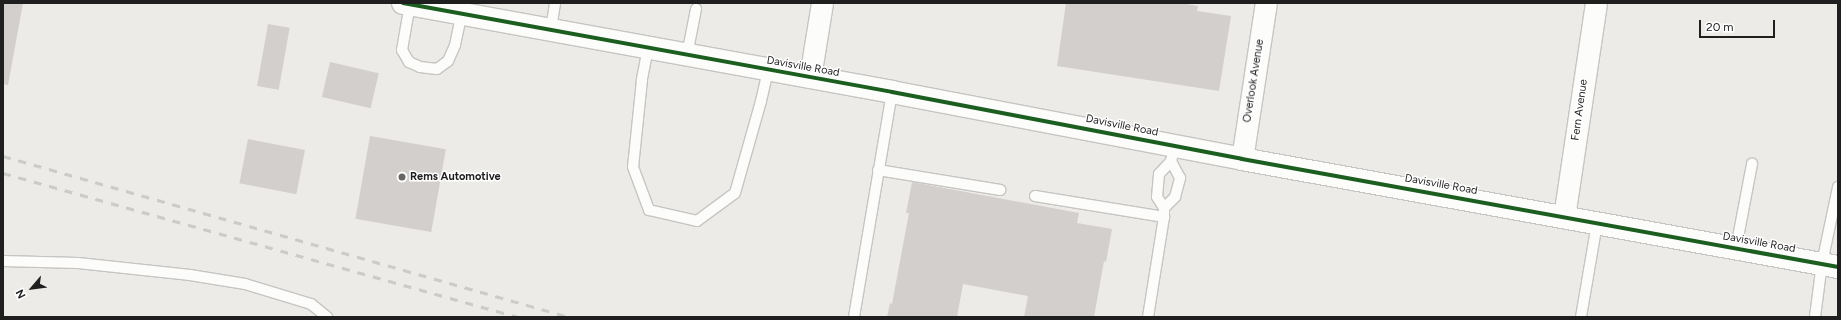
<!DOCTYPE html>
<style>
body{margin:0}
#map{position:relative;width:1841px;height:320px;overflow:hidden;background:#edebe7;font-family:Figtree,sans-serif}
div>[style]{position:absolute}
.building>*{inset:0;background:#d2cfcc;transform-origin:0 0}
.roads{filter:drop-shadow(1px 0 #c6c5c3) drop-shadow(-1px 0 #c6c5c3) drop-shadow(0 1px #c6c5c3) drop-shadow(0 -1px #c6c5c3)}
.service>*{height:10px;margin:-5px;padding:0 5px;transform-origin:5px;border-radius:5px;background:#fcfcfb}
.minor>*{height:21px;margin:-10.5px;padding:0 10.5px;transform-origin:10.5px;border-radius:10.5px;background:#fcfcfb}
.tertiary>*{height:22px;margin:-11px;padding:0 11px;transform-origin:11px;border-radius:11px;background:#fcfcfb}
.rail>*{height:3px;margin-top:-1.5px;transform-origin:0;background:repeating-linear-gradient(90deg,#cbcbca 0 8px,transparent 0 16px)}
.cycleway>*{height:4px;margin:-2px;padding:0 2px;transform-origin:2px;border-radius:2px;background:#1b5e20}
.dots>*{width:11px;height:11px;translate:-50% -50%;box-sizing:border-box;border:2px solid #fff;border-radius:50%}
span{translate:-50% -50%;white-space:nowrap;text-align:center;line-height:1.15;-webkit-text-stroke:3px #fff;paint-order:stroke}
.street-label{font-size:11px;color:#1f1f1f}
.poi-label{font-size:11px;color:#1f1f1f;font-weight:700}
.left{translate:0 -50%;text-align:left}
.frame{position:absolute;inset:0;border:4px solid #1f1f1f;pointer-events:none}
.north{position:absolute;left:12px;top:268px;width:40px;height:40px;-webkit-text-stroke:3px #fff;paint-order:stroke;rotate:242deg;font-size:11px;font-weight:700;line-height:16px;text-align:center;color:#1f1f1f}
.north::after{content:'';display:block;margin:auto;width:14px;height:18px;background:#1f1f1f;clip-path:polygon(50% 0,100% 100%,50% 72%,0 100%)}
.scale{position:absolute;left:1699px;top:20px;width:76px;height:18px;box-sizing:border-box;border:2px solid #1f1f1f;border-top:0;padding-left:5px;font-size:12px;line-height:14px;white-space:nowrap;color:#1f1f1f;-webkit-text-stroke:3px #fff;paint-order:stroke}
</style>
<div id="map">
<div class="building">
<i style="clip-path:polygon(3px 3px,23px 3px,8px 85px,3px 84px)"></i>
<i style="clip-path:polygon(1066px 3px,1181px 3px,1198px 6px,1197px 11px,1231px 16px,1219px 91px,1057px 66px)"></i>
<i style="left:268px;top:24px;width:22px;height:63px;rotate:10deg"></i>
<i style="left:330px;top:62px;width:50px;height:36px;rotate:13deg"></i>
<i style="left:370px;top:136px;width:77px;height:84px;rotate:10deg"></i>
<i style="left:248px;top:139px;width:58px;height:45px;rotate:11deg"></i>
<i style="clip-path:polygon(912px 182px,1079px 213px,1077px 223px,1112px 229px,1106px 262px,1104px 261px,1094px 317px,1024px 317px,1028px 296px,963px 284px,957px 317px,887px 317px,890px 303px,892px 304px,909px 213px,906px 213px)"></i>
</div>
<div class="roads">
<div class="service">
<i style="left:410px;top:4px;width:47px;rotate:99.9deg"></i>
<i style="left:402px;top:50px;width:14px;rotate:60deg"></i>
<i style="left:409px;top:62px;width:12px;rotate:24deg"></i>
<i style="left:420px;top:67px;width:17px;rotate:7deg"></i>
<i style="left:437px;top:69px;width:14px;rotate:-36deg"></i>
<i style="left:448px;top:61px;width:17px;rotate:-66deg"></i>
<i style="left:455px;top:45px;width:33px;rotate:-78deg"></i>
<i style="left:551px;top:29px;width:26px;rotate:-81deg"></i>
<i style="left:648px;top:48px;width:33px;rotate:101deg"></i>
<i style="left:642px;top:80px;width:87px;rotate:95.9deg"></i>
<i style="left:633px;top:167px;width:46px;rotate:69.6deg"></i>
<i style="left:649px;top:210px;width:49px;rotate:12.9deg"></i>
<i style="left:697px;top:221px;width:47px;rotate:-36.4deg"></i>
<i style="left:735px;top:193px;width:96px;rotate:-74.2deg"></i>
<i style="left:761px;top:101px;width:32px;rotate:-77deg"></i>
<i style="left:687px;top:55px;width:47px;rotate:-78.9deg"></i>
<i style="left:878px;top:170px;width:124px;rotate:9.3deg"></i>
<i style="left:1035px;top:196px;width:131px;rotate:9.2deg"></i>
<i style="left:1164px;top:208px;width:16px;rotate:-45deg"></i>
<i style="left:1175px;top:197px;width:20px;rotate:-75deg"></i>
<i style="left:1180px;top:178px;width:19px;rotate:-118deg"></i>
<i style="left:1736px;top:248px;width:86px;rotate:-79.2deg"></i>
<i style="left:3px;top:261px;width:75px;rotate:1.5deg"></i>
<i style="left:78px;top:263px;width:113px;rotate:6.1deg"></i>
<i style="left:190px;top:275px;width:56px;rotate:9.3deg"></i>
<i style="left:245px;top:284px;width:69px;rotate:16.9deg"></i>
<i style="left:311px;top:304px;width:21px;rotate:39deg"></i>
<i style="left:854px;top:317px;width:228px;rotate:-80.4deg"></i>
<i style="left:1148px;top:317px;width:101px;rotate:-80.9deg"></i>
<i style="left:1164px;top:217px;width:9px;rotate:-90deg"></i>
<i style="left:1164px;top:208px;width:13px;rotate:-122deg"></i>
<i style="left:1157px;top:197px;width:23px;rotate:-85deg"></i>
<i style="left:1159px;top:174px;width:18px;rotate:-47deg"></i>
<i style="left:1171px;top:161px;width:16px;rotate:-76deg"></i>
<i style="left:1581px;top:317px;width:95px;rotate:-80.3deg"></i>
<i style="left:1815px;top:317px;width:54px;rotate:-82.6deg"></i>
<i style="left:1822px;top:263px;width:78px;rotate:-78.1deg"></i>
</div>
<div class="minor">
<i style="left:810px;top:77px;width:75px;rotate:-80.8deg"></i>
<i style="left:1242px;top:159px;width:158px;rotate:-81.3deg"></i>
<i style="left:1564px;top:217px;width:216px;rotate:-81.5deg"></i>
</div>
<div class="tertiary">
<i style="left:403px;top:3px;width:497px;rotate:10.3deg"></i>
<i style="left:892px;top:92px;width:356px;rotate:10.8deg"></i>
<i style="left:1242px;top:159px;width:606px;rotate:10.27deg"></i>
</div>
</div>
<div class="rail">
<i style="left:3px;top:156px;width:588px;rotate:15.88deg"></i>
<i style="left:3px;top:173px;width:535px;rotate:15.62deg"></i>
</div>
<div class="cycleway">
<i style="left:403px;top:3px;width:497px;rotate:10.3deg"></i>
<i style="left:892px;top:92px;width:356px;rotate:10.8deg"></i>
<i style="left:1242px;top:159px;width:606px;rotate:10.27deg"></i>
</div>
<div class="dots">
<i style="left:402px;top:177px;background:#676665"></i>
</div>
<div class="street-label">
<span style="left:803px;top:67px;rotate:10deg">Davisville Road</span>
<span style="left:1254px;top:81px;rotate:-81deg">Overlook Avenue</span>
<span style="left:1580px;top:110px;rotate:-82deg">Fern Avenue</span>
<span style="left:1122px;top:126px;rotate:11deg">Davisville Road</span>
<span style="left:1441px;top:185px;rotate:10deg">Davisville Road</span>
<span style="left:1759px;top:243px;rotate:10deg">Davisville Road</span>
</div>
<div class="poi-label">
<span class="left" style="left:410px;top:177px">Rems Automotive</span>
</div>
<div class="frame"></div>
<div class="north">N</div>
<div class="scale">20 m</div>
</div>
========================================
What the task asks = In the data above, which lines include "service"? Return those lines.

Task answer =
.service>*{height:10px;margin:-5px;padding:0 5px;transform-origin:5px;border-radius:5px;background:#fcfcfb}
<div class="service">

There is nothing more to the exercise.